Tally the lines below that contain the word "canvas", then give the tally and nothing more.

● **SUPPLIED INFORMATION**:

_ _ _

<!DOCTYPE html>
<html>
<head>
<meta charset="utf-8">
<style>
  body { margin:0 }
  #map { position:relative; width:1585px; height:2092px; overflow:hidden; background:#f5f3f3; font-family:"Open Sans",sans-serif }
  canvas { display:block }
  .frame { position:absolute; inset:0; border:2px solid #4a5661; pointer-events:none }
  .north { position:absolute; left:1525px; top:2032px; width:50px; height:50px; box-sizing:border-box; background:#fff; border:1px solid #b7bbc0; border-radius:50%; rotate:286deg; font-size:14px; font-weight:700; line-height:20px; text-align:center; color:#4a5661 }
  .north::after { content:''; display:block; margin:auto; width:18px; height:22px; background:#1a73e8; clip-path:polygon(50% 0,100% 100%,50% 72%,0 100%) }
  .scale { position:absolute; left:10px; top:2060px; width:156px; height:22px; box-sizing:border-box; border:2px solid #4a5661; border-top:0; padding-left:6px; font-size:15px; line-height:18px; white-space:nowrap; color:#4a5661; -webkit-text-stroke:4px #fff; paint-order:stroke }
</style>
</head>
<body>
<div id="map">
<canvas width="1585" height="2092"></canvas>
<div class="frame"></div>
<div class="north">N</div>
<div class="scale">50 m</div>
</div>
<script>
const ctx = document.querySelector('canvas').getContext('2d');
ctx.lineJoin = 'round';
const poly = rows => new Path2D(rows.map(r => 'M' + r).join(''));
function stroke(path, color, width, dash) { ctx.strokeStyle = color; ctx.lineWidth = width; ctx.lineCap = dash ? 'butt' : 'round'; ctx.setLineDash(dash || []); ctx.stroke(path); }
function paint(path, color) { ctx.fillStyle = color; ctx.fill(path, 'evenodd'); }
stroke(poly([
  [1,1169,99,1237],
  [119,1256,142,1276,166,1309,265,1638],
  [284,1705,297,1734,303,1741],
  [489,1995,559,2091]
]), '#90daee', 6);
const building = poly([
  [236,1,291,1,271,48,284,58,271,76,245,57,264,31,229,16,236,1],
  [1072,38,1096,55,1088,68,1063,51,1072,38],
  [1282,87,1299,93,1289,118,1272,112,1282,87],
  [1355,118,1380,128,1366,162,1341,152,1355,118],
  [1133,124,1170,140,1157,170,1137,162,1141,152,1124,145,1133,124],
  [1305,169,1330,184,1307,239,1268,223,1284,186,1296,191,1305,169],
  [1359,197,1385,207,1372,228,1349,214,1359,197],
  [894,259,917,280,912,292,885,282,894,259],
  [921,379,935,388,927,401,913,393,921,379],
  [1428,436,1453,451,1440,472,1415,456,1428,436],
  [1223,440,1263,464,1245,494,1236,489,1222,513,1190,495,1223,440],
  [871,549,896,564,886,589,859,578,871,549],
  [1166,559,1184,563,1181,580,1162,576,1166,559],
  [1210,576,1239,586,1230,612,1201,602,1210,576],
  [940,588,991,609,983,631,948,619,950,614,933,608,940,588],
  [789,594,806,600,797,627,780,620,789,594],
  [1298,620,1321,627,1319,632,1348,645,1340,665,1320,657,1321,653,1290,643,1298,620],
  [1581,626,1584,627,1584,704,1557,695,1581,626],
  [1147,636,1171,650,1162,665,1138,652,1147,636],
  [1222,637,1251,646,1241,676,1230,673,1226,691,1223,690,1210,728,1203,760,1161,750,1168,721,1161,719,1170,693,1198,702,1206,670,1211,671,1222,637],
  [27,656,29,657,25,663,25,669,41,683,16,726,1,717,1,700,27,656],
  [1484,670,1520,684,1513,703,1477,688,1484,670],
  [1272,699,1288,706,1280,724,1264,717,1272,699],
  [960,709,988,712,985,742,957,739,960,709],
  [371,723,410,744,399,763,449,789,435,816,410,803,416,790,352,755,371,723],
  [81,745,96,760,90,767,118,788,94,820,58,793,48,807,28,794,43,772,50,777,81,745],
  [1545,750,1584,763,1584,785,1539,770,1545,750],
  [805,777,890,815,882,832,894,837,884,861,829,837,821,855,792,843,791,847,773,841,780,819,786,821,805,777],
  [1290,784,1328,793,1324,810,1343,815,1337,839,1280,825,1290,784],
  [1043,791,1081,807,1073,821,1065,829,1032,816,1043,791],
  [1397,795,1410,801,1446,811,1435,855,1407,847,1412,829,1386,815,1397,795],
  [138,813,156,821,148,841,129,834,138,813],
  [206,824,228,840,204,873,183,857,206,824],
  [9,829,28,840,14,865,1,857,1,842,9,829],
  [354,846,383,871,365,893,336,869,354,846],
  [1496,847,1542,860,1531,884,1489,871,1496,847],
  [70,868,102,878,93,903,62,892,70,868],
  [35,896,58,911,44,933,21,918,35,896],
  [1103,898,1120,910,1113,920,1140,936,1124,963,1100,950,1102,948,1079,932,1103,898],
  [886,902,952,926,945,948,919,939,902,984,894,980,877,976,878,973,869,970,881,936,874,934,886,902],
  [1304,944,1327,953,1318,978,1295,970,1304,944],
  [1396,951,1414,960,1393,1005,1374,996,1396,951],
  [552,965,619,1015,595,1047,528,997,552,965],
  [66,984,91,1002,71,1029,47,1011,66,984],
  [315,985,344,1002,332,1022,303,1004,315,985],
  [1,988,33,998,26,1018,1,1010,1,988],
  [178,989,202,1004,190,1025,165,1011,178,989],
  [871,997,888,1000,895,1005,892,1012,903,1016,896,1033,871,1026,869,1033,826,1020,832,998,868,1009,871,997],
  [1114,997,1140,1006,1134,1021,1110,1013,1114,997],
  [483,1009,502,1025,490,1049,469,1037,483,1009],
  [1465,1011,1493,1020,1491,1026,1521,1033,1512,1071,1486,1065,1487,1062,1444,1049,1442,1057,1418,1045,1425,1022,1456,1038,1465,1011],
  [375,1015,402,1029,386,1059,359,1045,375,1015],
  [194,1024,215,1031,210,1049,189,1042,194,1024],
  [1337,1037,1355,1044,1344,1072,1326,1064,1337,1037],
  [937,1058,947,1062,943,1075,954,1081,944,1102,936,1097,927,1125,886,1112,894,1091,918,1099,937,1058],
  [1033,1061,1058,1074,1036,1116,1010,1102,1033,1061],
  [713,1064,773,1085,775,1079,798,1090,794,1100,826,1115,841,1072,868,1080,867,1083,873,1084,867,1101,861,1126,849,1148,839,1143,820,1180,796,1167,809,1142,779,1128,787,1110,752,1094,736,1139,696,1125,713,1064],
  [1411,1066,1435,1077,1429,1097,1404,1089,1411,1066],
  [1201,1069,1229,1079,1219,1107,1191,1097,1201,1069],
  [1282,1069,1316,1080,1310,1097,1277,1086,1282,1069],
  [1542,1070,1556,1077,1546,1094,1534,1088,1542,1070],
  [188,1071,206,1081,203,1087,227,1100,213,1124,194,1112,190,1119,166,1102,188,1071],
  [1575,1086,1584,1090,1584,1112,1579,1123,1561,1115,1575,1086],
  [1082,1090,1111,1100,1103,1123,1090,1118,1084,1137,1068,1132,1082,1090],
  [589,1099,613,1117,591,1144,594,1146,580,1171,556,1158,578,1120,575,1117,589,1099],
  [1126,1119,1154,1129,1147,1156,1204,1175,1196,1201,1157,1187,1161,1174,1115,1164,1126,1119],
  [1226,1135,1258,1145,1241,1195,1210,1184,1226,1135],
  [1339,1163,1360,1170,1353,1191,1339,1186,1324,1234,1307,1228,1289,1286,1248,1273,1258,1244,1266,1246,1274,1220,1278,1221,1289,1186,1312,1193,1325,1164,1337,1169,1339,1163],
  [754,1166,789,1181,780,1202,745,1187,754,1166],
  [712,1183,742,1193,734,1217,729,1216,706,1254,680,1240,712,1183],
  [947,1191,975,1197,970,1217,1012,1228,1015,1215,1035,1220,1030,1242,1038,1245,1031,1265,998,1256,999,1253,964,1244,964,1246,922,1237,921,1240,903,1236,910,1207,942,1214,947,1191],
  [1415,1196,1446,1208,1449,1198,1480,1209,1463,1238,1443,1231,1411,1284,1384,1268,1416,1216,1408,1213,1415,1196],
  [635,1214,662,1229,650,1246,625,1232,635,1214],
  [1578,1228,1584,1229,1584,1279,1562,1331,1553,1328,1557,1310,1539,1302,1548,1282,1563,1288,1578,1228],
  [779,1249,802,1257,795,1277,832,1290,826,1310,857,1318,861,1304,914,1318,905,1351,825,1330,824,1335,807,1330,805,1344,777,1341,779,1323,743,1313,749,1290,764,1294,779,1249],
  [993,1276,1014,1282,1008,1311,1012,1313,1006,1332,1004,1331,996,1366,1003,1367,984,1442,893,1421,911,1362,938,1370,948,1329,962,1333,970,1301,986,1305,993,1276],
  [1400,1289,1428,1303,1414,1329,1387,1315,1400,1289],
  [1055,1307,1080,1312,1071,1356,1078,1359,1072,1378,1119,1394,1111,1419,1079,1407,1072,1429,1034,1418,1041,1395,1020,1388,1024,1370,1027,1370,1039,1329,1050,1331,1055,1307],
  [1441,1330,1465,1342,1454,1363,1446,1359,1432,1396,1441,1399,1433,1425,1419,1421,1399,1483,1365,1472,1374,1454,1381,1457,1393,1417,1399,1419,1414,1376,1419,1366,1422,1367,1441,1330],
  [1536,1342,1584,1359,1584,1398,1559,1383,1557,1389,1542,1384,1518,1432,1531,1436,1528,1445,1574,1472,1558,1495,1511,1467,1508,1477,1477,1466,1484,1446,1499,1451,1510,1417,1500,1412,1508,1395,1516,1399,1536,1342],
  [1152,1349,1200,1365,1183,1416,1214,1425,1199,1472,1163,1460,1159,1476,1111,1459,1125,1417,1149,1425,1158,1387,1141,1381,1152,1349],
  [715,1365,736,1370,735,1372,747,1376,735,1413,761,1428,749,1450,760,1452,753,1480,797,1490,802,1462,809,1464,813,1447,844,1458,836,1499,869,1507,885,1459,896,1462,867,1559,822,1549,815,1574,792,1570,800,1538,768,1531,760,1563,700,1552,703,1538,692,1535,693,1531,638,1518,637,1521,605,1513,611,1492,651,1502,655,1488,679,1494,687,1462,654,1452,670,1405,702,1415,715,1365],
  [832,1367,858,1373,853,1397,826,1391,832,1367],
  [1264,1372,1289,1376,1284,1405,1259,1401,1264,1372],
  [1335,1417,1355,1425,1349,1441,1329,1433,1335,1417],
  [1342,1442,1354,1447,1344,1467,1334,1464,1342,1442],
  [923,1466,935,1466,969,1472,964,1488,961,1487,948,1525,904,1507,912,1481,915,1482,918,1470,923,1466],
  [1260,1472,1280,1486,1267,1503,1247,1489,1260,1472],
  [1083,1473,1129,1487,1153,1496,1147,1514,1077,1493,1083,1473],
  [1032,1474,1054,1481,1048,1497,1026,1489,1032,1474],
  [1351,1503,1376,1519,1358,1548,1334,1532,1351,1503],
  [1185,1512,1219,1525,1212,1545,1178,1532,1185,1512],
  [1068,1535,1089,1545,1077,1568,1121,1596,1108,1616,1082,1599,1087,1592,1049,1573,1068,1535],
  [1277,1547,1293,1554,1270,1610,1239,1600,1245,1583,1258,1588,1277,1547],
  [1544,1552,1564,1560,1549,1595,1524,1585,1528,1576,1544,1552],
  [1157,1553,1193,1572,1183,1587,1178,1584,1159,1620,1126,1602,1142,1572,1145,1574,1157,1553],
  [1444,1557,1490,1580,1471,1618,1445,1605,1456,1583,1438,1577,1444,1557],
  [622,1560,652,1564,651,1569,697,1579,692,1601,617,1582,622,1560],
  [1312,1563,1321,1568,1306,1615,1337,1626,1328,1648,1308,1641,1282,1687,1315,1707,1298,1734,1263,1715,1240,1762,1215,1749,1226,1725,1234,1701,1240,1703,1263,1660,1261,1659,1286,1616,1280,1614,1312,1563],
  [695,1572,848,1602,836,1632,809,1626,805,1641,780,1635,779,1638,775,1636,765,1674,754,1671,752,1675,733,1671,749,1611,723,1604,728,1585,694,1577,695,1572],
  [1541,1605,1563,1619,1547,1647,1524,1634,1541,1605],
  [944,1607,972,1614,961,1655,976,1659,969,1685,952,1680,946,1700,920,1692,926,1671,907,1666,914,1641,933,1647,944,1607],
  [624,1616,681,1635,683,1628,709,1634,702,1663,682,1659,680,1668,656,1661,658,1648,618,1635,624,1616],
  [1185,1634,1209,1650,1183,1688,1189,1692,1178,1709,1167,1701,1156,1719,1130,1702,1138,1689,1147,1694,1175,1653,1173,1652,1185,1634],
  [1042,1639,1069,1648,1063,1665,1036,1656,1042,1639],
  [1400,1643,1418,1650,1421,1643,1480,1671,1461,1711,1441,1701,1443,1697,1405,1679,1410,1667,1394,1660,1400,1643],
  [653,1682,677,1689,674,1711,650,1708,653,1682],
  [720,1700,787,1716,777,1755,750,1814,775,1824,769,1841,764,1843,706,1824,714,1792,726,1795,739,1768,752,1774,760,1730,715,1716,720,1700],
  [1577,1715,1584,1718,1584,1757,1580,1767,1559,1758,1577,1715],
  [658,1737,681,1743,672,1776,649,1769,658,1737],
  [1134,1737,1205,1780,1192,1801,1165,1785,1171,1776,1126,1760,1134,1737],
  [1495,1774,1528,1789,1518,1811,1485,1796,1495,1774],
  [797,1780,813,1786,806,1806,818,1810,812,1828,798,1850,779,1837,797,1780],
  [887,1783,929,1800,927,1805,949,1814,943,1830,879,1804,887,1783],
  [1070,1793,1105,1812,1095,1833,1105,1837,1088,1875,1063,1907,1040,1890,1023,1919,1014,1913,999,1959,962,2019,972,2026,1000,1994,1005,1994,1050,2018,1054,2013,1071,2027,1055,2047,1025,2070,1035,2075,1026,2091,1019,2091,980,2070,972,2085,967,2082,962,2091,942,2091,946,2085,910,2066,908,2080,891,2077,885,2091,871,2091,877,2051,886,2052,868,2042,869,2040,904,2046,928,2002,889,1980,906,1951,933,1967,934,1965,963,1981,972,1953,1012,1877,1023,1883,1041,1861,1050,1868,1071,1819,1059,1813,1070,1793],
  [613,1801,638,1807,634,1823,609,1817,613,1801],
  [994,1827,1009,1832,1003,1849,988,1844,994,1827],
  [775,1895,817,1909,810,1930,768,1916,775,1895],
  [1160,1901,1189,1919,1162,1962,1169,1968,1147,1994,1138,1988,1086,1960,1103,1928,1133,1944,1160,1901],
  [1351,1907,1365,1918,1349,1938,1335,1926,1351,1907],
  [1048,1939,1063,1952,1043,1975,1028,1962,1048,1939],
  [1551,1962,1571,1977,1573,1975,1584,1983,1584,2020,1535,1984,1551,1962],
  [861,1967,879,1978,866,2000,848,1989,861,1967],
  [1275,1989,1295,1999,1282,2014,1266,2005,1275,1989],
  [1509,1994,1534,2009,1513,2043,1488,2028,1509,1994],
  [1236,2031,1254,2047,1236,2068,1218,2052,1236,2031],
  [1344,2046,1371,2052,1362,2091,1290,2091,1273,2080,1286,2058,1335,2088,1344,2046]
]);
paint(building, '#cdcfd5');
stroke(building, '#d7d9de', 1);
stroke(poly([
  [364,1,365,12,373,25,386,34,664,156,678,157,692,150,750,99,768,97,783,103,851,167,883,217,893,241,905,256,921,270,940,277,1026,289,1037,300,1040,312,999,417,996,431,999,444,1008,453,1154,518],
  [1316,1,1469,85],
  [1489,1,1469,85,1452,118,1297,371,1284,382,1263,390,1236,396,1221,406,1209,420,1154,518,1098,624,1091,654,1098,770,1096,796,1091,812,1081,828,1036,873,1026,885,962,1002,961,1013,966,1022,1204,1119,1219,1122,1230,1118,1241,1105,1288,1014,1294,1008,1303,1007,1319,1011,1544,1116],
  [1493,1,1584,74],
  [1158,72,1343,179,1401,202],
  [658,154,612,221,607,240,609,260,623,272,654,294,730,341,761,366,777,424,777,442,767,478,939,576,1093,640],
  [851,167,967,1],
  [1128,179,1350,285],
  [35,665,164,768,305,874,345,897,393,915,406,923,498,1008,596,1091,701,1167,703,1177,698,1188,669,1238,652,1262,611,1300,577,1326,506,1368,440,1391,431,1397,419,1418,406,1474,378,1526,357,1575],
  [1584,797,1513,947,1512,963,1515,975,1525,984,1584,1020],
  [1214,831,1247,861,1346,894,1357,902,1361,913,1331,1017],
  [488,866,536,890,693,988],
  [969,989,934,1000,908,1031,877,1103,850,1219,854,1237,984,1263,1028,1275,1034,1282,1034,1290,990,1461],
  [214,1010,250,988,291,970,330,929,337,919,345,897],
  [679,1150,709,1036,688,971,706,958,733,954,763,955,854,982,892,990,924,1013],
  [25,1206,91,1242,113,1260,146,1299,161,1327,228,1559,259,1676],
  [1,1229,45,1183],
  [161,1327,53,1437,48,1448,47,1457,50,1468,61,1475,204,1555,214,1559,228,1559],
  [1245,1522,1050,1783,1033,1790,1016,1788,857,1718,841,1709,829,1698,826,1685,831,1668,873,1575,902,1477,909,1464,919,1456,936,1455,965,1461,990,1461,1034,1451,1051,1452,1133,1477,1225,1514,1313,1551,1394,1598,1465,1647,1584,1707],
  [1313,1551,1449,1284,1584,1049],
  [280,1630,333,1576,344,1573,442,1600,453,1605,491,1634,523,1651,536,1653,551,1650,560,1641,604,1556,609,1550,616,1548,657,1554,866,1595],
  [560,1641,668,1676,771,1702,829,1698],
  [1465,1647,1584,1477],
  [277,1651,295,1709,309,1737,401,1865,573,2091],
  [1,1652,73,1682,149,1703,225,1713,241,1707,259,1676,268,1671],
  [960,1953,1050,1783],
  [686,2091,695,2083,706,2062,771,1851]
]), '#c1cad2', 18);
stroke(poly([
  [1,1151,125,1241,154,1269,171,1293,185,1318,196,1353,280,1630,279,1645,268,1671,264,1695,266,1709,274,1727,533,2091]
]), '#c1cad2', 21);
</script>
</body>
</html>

_ _ _

● **TASK RESULT**:
3